J INVASIVE CARDIOL 2020;32(12):E378.
Key words: BMV, balloon mitral valvotomy
A 50-year-old Indian woman who was a laborer by occupation presented to the emergency department with gradually progressive exertional dyspnea from New York Heart Association class II-IV for 15 years. She was married and had 2 children with uneventful deliveries. The physical examination revealed a grade III parasternal heave, a loud S1, a pansystolic murmur (grade 4/6) at the left lower sternal border, and a low-pitched, long diastolic rumble at the apex. Transthoracic echocardiography revealed very severe mitral stenosis (calculated valve area by planimetry, 0.8 cm2; normal, 4-6 cm2) and severe tricuspid regurgitation with mild pulmonary hypertension. Her Wilkin’s score was 8/16 (subvalvular = 3, mobility = 2, calcification = 1, leaflet thickening = 2). After proper consent, she was taken for balloon mitral valvotomy. During half inflation of the Inoue balloon (Figure 1A) and full inflation of the Inoue balloon (Figure 1B), indentation and compression of Inoue balloon was seen (Video 1), which is indirect evidence of severe subvalvular disease. There were no intraoperative complications.
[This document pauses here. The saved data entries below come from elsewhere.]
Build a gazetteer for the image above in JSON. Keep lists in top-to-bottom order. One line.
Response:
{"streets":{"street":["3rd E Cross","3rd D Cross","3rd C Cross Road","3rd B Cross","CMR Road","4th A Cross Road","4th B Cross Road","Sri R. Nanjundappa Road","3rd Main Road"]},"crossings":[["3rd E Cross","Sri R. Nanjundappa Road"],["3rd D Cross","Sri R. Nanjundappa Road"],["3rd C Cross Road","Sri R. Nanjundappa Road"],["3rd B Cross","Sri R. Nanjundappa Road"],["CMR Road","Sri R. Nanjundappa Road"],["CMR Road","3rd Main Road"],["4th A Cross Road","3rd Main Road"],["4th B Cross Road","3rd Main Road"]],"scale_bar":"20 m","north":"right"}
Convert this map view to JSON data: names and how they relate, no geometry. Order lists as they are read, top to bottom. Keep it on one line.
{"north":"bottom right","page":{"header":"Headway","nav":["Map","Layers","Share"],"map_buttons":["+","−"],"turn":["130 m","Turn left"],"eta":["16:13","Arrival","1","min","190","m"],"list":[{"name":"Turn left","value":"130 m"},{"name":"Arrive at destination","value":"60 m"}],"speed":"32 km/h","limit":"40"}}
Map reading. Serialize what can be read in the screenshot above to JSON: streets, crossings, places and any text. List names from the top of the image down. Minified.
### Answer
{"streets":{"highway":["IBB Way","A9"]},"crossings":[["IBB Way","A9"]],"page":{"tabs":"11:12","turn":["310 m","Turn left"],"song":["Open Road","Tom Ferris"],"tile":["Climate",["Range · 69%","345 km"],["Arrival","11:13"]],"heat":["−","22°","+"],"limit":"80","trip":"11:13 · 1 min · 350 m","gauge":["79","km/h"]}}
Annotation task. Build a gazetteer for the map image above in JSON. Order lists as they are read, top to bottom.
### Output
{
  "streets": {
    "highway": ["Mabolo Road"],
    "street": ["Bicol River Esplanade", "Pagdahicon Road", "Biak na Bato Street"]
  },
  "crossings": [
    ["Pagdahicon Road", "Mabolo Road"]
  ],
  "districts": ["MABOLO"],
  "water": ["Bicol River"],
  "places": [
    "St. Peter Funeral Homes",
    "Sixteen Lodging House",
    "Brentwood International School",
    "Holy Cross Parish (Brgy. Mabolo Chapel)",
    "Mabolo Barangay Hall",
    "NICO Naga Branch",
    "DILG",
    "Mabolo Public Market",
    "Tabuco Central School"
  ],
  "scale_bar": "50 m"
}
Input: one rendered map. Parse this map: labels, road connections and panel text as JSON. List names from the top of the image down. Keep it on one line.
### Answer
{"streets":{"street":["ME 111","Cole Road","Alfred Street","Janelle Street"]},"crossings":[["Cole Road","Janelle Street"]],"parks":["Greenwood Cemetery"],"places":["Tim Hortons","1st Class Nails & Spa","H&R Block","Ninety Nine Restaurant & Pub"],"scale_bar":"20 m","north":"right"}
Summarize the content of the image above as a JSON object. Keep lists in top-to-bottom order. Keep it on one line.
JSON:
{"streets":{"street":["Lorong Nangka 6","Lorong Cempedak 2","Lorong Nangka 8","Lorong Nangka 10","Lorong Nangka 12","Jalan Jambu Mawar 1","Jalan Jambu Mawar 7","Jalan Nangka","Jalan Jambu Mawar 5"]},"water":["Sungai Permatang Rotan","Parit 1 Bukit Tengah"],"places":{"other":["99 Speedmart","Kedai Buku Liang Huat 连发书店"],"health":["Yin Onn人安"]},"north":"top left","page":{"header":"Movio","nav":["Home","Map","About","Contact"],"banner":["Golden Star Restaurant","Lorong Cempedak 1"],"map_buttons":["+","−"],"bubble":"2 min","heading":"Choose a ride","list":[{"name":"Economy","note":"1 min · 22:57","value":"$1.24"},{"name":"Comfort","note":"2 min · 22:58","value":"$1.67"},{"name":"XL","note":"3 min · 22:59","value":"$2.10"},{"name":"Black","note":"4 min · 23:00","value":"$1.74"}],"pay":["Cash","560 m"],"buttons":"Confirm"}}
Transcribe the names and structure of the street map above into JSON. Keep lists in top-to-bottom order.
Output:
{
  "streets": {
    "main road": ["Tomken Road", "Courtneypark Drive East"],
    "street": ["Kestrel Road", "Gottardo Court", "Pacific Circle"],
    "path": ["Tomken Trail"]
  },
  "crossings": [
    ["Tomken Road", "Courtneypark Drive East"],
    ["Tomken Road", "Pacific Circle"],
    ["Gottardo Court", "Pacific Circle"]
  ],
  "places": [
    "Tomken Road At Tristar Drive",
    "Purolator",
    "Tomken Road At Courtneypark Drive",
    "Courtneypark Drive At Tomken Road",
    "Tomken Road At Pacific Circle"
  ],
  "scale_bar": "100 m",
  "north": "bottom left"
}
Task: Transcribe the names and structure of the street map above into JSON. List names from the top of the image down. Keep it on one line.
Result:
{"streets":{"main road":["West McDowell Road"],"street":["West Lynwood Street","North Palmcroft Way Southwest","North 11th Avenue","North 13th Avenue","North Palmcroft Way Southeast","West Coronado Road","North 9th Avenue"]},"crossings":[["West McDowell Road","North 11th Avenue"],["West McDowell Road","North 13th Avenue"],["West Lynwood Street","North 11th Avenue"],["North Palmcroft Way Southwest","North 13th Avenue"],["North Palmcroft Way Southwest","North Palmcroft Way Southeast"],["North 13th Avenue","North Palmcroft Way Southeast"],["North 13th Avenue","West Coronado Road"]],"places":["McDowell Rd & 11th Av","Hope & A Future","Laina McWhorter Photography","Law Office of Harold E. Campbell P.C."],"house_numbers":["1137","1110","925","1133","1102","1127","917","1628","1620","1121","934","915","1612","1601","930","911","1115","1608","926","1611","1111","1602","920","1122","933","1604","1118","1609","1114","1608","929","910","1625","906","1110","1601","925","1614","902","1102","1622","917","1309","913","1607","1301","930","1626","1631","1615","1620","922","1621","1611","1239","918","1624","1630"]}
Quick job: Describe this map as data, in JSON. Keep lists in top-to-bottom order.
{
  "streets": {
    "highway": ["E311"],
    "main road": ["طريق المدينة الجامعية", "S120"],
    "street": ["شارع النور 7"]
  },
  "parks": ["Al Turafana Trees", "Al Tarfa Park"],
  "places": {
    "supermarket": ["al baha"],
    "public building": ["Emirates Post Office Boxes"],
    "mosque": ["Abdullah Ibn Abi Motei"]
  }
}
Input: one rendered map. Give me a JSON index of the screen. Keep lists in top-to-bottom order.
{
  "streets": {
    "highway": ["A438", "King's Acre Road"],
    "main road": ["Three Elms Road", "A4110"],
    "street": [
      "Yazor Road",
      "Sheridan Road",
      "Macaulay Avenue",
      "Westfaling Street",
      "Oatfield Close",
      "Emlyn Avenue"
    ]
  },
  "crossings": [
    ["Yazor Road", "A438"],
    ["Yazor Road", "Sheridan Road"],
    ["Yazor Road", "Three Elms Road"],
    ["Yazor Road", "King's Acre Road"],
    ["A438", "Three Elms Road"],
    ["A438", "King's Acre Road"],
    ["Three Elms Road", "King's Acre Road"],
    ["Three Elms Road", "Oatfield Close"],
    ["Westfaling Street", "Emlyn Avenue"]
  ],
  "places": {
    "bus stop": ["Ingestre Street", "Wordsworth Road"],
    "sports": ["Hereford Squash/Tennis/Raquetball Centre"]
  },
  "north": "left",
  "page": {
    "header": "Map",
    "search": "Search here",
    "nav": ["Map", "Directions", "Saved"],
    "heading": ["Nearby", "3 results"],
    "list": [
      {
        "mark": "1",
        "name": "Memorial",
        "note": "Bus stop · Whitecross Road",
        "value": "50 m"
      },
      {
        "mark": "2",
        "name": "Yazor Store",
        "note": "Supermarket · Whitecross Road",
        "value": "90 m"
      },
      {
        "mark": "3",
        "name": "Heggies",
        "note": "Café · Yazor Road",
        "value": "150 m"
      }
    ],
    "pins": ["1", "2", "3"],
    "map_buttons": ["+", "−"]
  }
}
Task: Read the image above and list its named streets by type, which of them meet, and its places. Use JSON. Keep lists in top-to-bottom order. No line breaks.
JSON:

The mitral valve increased to 1.3 cm2 and mean left atrial pressure decreased from 25 mm Hg to 8 mm Hg (normal, 8 mm Hg). Severe subvalvular disease predicts poor outcomes in balloon mitral valvotomy.
From the Department of Cardiology, VMMC and Safdarjung Hospital, New Delhi, India.
Disclosure: The authors have completed and returned the ICMJE Form for Disclosure of Potential Conflicts of Interest. The authors report no conflicts of interest regarding the content herein.
The authors report that patient consent was provided for publication of the images used herein.
Manuscript accepted February 26, 2020.